I've only just now experimentally implemented this idea with lambdify(cse=True) just to get an idea of the scaling properties of cse:

# Finds the Jacobian of f(g(x)) w.r.t. x
def simple_chain_rule(f, g, x):
    g_ = g(x)
    common_dim = shape(g_)[0]
    g_out = symbols(f"g_out:{common_dim}")
    
    Jac_f = f(g_out).jacobian(g_out)
    Jac_g = g_.jacobian(x)

    g_lamb = lambdify(x, g_, cse=True)
    Jac_f_lamb = lambdify(ImmutableMatrix(g_out), Jac_f, cse=True)
    Jac_g_lamb = lambdify(x, Jac_g, cse=True)

    def out_func(inp):
        g0 = g_lamb( inp )
        a = Jac_f_lamb( g0 )
        a = a.reshape(a.shape[0], a.shape[1]) # Is there a good way of avoiding this?
        b = Jac_g_lamb(inp)
        return a.dot( b )
    
    return lambda inp: out_func(inp)

I haven't really tested this yet, but it seems to work on a toy multivariate problem. Of course this approach will not optimize away common sub expressions shared between 2 or more of Jac_f, g, and Jac_g.

Is this my best path forward? Is there something I can do to make this more efficient, easier, etc? Or should I simply emit source code implementing the cse-optimized form of my function (not its Jacobian), then rely on (say) C++ templates to facilitate forward mode automatic differentiation to compute the Jacobian?

Is there a function already in Sympy which can do something analogous to my simple_chain_rule(f, g, x) function? Or is there something I am missing outright?

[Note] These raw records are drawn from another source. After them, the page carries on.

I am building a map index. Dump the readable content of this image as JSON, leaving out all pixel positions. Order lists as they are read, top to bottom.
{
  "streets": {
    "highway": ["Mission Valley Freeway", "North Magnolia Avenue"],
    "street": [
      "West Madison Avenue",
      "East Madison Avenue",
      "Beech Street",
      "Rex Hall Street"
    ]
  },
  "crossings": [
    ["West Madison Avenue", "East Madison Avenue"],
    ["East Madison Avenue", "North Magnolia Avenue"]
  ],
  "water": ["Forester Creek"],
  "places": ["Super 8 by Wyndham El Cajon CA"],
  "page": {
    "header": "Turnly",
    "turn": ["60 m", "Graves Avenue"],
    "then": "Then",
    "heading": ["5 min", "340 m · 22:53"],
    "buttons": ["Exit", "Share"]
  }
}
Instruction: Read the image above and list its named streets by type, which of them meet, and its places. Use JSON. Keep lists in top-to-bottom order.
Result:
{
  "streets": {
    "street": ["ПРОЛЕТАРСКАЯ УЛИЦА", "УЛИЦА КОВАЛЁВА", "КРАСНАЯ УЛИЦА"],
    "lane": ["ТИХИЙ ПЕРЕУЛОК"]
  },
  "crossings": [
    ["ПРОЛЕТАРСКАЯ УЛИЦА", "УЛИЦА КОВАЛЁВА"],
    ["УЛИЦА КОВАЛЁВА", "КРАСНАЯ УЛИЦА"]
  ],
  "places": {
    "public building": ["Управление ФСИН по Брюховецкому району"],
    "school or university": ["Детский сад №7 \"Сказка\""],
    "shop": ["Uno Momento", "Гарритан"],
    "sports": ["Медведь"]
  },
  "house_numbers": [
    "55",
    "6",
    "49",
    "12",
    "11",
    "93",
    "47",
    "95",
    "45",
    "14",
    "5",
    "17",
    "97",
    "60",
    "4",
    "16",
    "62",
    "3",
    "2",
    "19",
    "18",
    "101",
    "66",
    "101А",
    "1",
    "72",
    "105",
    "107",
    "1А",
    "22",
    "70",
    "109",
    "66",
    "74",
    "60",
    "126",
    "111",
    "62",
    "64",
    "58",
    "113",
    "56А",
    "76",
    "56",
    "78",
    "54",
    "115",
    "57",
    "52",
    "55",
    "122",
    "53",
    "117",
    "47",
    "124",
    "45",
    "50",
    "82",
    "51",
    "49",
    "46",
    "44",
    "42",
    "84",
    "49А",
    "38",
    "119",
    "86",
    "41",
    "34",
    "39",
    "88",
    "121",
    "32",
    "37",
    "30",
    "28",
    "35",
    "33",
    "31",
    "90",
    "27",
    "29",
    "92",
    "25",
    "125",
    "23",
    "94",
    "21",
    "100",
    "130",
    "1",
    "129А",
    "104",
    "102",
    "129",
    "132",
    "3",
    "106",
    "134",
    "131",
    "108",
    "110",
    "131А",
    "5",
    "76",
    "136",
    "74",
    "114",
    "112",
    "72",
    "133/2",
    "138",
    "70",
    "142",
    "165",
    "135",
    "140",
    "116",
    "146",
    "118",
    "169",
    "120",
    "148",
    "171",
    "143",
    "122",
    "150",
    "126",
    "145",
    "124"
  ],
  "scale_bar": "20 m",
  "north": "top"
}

csp256 · 2025-05-27T20:48:19Z

csp256
May 27, 2025
Author

My question stands, but I would like to note it took 19 hours, 8 minutes to run, and the output has gone from >1 billion operations to just 3,679 FLOPs: 1,090 adds, 3,768 muls, 390 pows, and 12 sin/cos.

	# Weighted FLOPs: 5416.0
	# Equal-weight FLOPs: 3679

	# sin                                                     :: weight 14.0 *    6 = 84.0 subtotal
	#         1 args      6 times,         6 eq_cost
	# cos                                                     :: weight 14.0 *    6 = 84.0 subtotal
	#         1 args      6 times,         6 eq_cost
	# <class 'sympy.core.add.Add'>                            :: weight 1.0 * 1090 = 1090.0 subtotal
	#         2 args    122 times,       122 eq_cost
	#         3 args    124 times,       248 eq_cost
	#        11 args      2 times,        20 eq_cost
	#        10 args      3 times,        27 eq_cost
	#         6 args     28 times,       140 eq_cost
	#         4 args     63 times,       189 eq_cost
	#        13 args      6 times,        72 eq_cost
	#         8 args      1 times,         7 eq_cost
	#         9 args     21 times,       168 eq_cost
	#         7 args      7 times,        42 eq_cost
	#         5 args     11 times,        44 eq_cost
	#        12 args      1 times,        11 eq_cost
	# <class 'sympy.core.mul.Mul'>                            :: weight 1.5 * 2512 = 3768.0 subtotal
	#         2 args   1164 times,      1164 eq_cost
	#         4 args     56 times,       168 eq_cost
	#         3 args    393 times,       786 eq_cost
	#         5 args     29 times,       116 eq_cost
	#         6 args     52 times,       260 eq_cost
	#         7 args      3 times,        18 eq_cost
	# <class 'sympy.core.power.Pow'>                          :: weight 6.0 *   65 = 390.0 subtotal
	#         2 args     65 times,        65 eq_cost

This is just barely usable for my case. However, adding a couple extra 'nice to have' things to my function takes the Jacobian from 1 billion terms to half a trillion, where cse() might take a year to run.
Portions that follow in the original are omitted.